Problem details: Take the lines below from the first through the one that contains "solid #fff;border-radius:50%;box-shadow:0 2px" and copy them exactly.

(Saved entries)
◇ ◇ ◇ ◇ ◇ ◇ ◇
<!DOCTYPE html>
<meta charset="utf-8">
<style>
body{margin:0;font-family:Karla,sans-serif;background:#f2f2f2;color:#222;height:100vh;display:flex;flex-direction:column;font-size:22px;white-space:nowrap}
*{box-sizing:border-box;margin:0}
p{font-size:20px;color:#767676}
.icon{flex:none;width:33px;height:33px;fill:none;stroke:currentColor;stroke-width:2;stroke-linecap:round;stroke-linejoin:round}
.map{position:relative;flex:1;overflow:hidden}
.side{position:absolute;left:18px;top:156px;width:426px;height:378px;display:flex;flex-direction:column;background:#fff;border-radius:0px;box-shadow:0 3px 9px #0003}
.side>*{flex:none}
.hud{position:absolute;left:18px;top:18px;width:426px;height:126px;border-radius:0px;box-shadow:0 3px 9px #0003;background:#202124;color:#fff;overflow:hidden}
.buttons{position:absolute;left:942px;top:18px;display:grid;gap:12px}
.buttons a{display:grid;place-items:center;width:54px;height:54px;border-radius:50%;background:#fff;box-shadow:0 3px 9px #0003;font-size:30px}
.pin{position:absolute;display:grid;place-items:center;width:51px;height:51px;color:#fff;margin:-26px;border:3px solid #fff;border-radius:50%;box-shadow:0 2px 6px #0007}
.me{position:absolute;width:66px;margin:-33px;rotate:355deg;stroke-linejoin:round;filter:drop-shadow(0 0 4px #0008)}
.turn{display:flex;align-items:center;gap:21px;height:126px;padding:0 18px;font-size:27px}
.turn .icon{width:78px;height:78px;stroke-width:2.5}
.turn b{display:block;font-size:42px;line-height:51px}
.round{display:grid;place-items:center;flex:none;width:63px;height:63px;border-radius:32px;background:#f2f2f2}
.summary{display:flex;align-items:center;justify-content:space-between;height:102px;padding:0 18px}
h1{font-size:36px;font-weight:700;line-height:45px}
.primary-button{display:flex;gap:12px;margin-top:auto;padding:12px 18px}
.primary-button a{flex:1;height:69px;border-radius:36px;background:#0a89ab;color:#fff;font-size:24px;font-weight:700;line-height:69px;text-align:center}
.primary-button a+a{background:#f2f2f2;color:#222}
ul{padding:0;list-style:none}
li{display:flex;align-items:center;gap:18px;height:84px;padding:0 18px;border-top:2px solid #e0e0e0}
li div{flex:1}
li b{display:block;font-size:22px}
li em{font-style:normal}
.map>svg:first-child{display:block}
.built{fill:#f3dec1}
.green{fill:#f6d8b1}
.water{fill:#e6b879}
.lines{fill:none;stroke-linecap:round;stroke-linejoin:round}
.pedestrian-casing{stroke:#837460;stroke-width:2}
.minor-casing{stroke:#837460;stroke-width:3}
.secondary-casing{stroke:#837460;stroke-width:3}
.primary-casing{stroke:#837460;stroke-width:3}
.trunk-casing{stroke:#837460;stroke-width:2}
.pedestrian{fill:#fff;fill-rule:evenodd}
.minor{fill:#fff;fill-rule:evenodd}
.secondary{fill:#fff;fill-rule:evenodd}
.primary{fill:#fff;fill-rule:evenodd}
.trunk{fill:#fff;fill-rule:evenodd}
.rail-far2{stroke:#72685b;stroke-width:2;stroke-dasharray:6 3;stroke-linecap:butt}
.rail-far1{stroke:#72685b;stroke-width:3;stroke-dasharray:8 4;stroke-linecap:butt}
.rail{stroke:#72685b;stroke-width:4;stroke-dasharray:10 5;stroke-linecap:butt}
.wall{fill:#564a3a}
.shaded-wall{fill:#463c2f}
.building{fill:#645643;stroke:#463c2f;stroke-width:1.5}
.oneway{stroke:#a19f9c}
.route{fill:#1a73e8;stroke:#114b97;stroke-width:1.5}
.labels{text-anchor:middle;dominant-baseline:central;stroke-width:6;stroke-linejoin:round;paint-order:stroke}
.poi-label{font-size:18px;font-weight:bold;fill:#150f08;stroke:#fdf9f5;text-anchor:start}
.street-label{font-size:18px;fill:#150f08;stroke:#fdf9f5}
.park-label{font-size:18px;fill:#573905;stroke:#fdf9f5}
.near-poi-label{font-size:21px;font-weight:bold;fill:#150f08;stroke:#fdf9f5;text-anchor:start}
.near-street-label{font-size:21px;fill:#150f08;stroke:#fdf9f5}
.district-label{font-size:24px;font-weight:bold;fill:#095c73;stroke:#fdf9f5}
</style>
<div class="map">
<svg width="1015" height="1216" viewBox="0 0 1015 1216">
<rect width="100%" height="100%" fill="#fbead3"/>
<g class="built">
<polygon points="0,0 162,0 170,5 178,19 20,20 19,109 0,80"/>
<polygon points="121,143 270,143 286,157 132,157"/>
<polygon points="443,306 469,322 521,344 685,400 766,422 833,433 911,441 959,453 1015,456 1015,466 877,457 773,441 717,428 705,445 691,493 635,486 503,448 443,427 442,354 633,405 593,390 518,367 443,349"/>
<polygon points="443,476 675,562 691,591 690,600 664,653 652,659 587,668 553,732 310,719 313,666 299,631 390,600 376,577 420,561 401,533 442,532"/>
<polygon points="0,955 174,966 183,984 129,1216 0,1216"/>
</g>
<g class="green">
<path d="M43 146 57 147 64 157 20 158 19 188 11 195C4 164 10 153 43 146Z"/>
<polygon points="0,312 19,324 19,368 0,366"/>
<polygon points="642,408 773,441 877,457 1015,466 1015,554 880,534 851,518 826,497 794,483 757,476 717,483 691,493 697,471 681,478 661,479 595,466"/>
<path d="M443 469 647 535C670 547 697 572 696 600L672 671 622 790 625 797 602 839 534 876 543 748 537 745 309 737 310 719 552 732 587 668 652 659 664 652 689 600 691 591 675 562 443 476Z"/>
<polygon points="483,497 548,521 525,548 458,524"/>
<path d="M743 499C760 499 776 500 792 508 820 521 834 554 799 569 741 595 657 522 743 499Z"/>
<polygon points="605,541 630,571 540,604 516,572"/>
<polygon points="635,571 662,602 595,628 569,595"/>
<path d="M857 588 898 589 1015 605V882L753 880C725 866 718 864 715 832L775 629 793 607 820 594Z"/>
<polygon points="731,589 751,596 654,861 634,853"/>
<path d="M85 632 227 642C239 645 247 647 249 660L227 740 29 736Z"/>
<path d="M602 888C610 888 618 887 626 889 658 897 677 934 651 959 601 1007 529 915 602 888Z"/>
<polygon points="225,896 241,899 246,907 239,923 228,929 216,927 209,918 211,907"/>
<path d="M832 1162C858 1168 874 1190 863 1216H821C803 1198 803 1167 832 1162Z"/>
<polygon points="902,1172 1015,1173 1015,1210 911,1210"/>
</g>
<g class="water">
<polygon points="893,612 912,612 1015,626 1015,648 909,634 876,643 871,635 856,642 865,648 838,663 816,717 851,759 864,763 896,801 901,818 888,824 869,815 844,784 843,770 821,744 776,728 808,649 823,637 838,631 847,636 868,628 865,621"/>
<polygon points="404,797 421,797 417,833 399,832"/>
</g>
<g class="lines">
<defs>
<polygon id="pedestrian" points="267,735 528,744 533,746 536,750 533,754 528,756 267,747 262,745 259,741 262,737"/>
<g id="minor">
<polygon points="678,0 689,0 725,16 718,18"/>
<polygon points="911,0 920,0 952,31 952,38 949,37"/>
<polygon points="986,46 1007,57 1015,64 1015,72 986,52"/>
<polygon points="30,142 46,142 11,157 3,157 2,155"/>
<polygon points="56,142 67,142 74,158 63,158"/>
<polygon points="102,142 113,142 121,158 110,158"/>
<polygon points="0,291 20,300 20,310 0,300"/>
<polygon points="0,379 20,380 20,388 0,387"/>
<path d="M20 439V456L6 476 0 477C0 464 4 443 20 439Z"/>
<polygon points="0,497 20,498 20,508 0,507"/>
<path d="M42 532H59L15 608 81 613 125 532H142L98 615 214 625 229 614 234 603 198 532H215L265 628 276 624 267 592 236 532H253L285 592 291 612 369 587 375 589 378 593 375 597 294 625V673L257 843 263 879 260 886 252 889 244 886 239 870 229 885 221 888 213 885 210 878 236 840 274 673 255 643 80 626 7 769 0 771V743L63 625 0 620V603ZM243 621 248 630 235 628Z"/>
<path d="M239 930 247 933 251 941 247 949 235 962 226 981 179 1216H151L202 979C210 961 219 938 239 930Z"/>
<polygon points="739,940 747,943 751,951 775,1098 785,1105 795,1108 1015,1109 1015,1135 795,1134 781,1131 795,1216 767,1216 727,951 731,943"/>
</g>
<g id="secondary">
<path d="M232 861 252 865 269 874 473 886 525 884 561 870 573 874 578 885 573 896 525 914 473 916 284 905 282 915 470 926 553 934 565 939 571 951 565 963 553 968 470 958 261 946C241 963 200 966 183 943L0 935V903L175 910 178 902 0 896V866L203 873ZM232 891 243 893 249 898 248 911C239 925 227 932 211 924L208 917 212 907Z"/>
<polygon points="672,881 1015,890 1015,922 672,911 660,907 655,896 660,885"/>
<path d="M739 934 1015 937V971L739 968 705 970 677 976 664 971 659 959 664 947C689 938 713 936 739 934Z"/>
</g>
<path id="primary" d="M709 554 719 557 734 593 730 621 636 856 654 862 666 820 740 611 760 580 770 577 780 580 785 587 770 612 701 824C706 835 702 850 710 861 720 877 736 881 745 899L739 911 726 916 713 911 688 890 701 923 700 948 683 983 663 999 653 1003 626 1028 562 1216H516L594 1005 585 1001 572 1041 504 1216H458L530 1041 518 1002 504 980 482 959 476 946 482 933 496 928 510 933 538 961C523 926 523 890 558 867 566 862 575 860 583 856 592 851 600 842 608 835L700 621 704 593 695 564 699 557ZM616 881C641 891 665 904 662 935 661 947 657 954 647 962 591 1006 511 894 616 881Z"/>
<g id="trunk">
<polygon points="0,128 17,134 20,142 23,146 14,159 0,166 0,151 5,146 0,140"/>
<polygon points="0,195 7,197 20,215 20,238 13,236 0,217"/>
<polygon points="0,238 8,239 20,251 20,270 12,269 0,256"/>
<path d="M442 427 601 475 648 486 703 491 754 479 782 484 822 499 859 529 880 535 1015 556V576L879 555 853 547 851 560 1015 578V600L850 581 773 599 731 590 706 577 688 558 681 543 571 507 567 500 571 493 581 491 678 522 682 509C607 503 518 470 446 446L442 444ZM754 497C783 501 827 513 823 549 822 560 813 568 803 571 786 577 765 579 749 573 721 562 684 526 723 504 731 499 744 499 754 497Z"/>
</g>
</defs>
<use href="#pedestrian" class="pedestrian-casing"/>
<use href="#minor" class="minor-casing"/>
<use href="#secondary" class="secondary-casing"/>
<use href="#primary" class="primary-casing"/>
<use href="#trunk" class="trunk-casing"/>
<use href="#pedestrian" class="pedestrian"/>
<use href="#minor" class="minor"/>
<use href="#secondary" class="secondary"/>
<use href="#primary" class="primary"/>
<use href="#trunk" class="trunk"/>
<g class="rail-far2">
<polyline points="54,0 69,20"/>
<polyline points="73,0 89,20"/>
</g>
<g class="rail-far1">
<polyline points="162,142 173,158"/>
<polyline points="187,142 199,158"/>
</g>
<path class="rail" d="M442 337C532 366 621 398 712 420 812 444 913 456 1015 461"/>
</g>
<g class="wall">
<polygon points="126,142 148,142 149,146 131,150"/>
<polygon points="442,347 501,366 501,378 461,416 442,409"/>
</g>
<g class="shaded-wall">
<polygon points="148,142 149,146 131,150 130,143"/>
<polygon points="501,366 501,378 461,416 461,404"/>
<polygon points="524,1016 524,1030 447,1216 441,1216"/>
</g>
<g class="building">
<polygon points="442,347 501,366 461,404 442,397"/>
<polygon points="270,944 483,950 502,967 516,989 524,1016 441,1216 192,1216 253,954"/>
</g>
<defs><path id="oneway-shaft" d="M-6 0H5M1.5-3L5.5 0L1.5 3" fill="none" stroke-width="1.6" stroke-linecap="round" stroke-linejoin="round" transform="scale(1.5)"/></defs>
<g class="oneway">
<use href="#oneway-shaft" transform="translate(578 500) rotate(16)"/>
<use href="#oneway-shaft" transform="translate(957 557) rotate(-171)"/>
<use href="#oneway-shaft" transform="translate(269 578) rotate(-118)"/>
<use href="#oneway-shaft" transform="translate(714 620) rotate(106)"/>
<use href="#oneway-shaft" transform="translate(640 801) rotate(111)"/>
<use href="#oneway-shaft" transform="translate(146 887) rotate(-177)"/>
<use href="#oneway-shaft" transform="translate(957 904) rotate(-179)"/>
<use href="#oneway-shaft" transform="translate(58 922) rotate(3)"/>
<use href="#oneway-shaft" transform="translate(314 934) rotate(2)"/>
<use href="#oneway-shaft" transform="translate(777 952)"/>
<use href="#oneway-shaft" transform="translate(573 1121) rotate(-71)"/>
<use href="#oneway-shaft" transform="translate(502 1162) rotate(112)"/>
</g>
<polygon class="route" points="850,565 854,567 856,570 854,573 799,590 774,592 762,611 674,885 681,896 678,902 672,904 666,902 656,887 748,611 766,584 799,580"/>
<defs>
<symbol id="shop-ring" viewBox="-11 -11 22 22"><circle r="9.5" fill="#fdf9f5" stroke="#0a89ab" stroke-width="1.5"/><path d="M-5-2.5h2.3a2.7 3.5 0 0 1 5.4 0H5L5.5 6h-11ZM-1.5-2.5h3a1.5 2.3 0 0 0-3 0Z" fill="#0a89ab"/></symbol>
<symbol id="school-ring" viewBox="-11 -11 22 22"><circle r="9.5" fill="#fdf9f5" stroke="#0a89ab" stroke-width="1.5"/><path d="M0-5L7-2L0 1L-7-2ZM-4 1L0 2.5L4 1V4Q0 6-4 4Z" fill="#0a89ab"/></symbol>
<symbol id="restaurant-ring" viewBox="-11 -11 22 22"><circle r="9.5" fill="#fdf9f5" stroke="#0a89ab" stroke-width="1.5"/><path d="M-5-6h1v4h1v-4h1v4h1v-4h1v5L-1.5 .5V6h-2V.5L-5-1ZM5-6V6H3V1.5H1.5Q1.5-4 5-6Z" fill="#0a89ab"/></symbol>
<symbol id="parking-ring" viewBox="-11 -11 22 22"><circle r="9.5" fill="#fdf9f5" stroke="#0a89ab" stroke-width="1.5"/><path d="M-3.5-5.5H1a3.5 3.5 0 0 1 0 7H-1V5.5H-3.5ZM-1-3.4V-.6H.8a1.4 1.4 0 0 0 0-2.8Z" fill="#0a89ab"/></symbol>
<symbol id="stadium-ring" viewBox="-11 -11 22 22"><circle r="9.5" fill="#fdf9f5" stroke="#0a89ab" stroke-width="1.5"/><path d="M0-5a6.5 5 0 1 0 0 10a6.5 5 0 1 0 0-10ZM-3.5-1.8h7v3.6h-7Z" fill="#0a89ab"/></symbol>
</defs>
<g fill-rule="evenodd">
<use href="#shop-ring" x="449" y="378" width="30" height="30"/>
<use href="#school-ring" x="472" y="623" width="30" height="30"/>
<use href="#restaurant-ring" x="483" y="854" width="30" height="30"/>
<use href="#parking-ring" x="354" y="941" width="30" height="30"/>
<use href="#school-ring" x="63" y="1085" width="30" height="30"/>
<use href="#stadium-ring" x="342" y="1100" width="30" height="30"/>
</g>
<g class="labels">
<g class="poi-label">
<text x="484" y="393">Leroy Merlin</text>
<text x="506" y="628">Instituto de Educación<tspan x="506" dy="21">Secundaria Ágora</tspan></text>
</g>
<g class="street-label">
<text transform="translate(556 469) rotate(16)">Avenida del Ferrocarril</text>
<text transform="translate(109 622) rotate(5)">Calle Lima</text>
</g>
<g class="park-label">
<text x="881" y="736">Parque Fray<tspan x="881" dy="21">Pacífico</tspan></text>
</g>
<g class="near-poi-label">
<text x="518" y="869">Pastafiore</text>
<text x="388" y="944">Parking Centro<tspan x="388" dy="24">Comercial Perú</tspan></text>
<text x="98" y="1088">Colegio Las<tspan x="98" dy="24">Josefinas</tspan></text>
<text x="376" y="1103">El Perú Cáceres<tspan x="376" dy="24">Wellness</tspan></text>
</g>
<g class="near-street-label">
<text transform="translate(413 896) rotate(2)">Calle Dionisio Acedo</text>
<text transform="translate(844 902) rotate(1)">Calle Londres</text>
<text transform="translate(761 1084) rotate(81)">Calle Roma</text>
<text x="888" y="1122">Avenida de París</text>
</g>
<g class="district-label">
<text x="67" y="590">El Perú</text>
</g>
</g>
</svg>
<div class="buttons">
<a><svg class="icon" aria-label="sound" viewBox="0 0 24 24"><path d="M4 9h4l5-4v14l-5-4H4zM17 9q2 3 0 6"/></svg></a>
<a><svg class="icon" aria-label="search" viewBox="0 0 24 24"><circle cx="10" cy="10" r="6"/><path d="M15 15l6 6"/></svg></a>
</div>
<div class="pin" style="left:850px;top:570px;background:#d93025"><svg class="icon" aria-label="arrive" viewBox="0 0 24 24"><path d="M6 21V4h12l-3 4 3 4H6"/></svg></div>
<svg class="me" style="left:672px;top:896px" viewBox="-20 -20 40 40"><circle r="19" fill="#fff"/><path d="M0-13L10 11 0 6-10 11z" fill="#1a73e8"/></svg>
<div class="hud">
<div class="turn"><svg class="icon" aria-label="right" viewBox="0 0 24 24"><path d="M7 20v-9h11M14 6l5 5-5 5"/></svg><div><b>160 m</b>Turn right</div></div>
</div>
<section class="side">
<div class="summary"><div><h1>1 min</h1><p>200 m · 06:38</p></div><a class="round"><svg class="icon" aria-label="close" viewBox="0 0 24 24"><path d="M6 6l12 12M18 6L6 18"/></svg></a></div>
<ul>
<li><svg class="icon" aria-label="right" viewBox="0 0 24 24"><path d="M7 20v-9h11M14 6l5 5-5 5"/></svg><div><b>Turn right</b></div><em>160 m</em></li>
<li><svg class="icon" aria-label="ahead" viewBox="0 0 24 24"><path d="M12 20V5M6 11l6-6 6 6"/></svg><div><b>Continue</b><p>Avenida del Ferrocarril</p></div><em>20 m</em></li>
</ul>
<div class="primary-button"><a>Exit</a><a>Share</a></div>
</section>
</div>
◇ ◇ ◇ ◇ ◇ ◇ ◇
Solution:
<!DOCTYPE html>
<meta charset="utf-8">
<style>
body{margin:0;font-family:Karla,sans-serif;background:#f2f2f2;color:#222;height:100vh;display:flex;flex-direction:column;font-size:22px;white-space:nowrap}
*{box-sizing:border-box;margin:0}
p{font-size:20px;color:#767676}
.icon{flex:none;width:33px;height:33px;fill:none;stroke:currentColor;stroke-width:2;stroke-linecap:round;stroke-linejoin:round}
.map{position:relative;flex:1;overflow:hidden}
.side{position:absolute;left:18px;top:156px;width:426px;height:378px;display:flex;flex-direction:column;background:#fff;border-radius:0px;box-shadow:0 3px 9px #0003}
.side>*{flex:none}
.hud{position:absolute;left:18px;top:18px;width:426px;height:126px;border-radius:0px;box-shadow:0 3px 9px #0003;background:#202124;color:#fff;overflow:hidden}
.buttons{position:absolute;left:942px;top:18px;display:grid;gap:12px}
.buttons a{display:grid;place-items:center;width:54px;height:54px;border-radius:50%;background:#fff;box-shadow:0 3px 9px #0003;font-size:30px}
.pin{position:absolute;display:grid;place-items:center;width:51px;height:51px;color:#fff;margin:-26px;border:3px solid #fff;border-radius:50%;box-shadow:0 2px 6px #0007}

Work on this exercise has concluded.